* _Task objective_:
Write the records out again without change. Leave the pictures behind.

* _Records provided_:
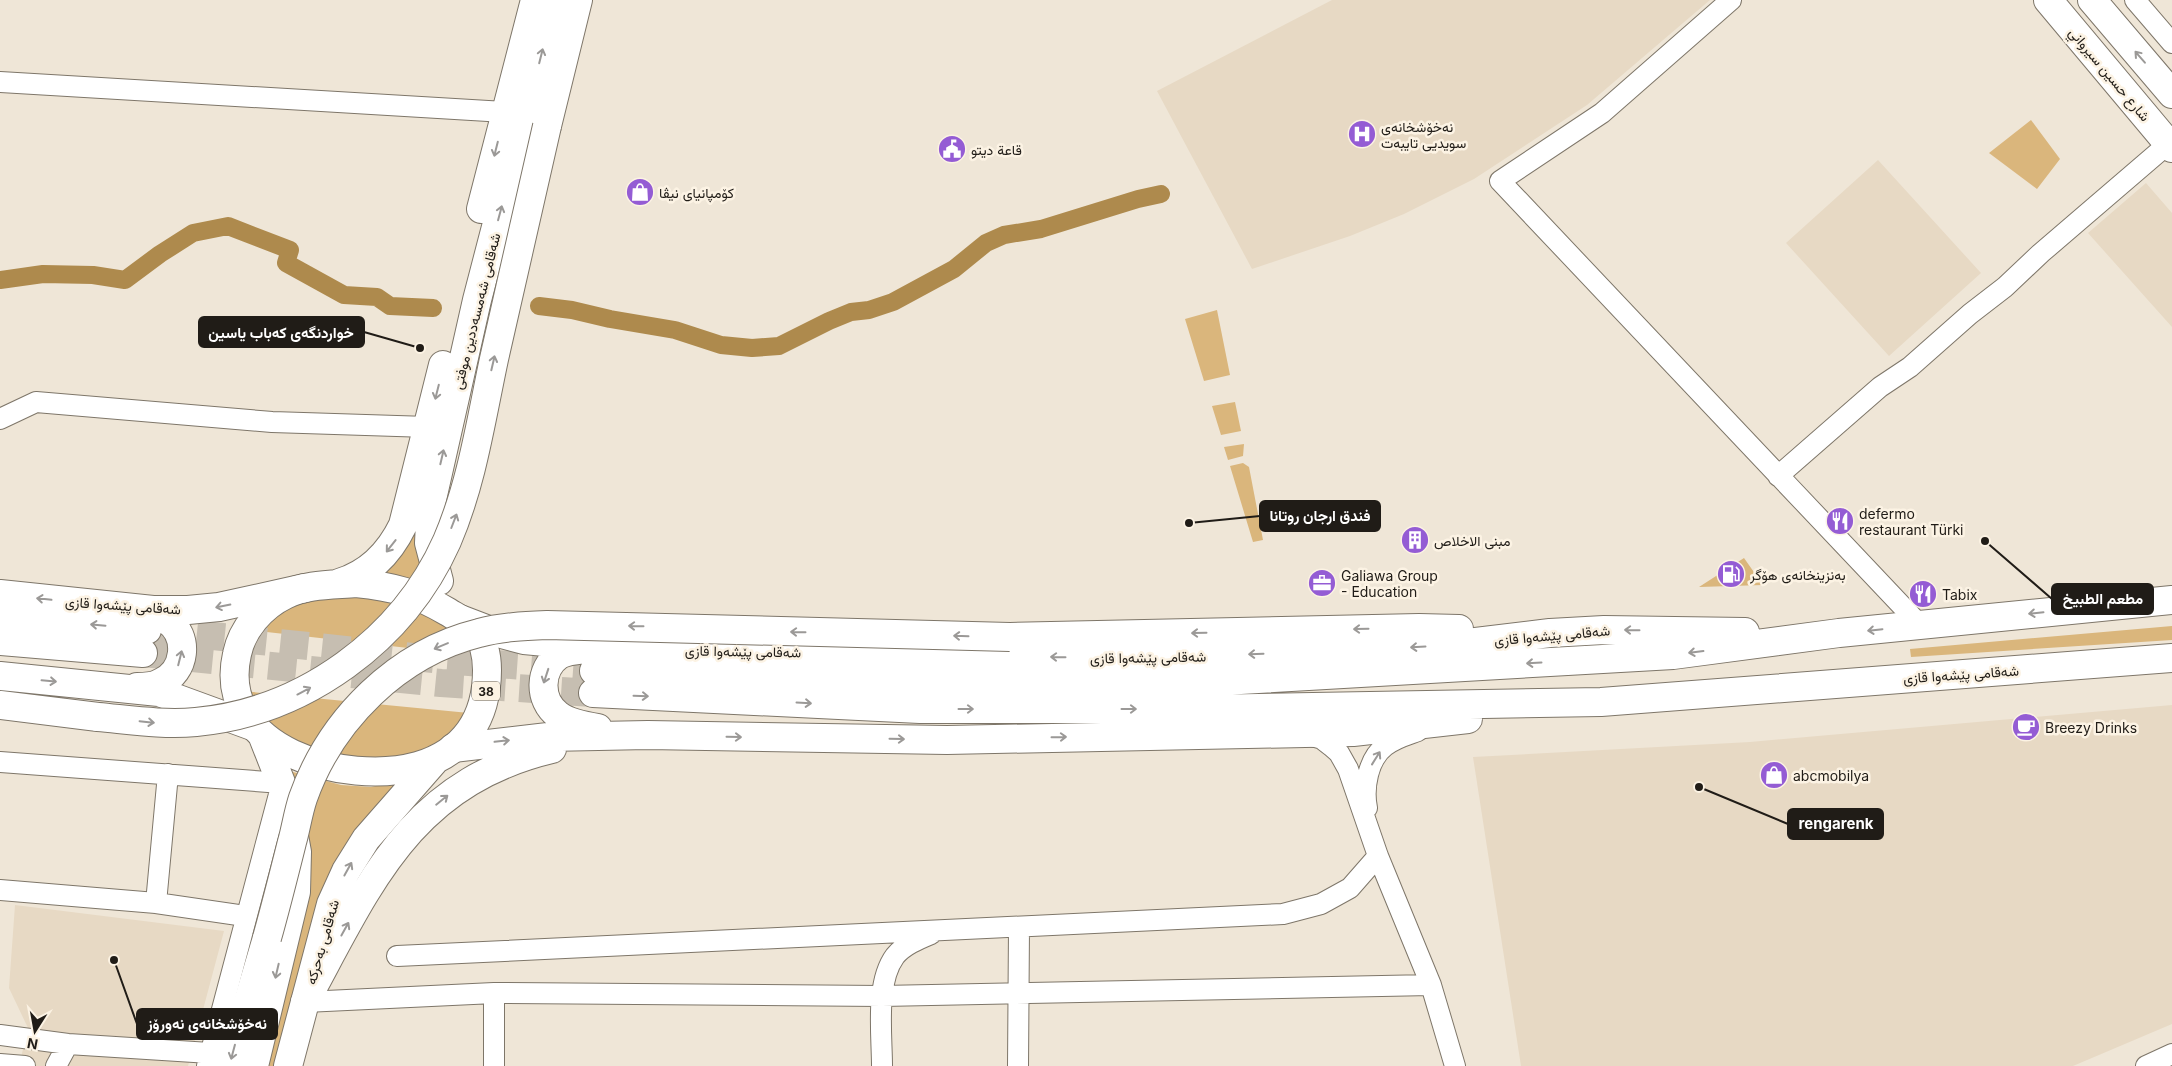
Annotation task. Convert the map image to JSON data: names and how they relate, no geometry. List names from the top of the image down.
{
  "streets": {
    "main road": [
      "شارع حسين سيرواني",
      "شەقامی شەمسەددین موفتی",
      "شەقامی پێشەوا قازی",
      "38",
      "شەقامی بەحرکە"
    ]
  },
  "crossings": [
    ["شەقامی شەمسەددین موفتی", "شەقامی پێشەوا قازی"],
    ["شەقامی پێشەوا قازی", "38"],
    ["شەقامی پێشەوا قازی", "شەقامی بەحرکە"]
  ],
  "one_way": ["شەقامی بەحرکە"],
  "places": {
    "hospital": ["نەخۆشخانەی سویدیی تایبەت"],
    "public building": ["قاعة ديتو"],
    "shop": ["کۆمپانیای نیڤا", "abcmobilya"],
    "other": [
      "خواردنگەی کەباب یاسین",
      "فندق ارجان روتانا",
      "مطعم الطبيخ",
      "rengarenk",
      "نەخۆشخانەی نەورۆز"
    ],
    "restaurant": ["defermo restaurant Türki", "Tabix"],
    "building": ["مبنى الاخلاص"],
    "fuel station": ["بەنزینخانەی هۆگر"],
    "office": ["Galiawa Group - Education"],
    "cafe": ["Breezy Drinks"]
  },
  "north": "bottom"
}
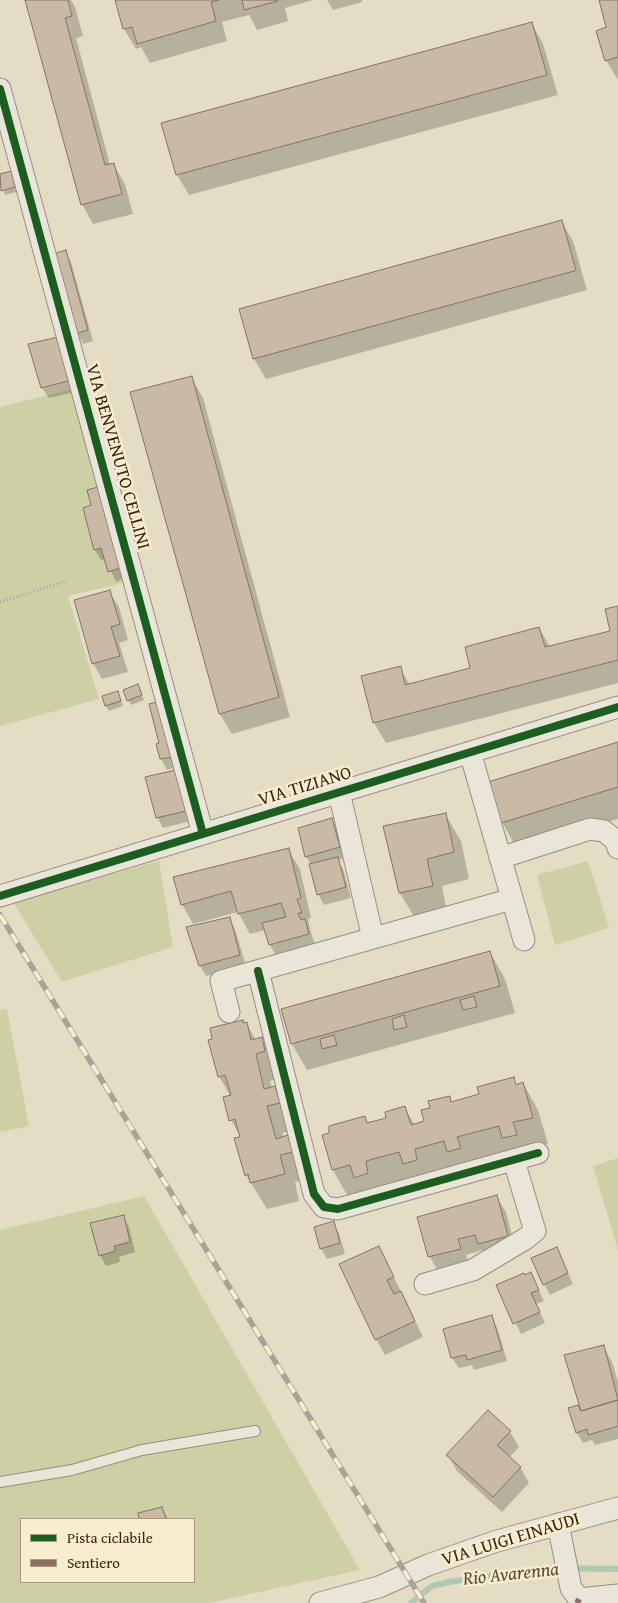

* _Problem solution_:
Annotation task. Convert the map image to JSON data: names and how they relate, no geometry. List names from the top of the image down.
{
  "streets": {
    "main road": [
      "شارع حسين سيرواني",
      "شەقامی شەمسەددین موفتی",
      "شەقامی پێشەوا قازی",
      "38",
      "شەقامی بەحرکە"
    ]
  },
  "crossings": [
    ["شەقامی شەمسەددین موفتی", "شەقامی پێشەوا قازی"],
    ["شەقامی پێشەوا قازی", "38"],
    ["شەقامی پێشەوا قازی", "شەقامی بەحرکە"]
  ],
  "one_way": ["شەقامی بەحرکە"],
  "places": {
    "hospital": ["نەخۆشخانەی سویدیی تایبەت"],
    "public building": ["قاعة ديتو"],
    "shop": ["کۆمپانیای نیڤا", "abcmobilya"],
    "other": [
      "خواردنگەی کەباب یاسین",
      "فندق ارجان روتانا",
      "مطعم الطبيخ",
      "rengarenk",
      "نەخۆشخانەی نەورۆز"
    ],
    "restaurant": ["defermo restaurant Türki", "Tabix"],
    "building": ["مبنى الاخلاص"],
    "fuel station": ["بەنزینخانەی هۆگر"],
    "office": ["Galiawa Group - Education"],
    "cafe": ["Breezy Drinks"]
  },
  "north": "bottom"
}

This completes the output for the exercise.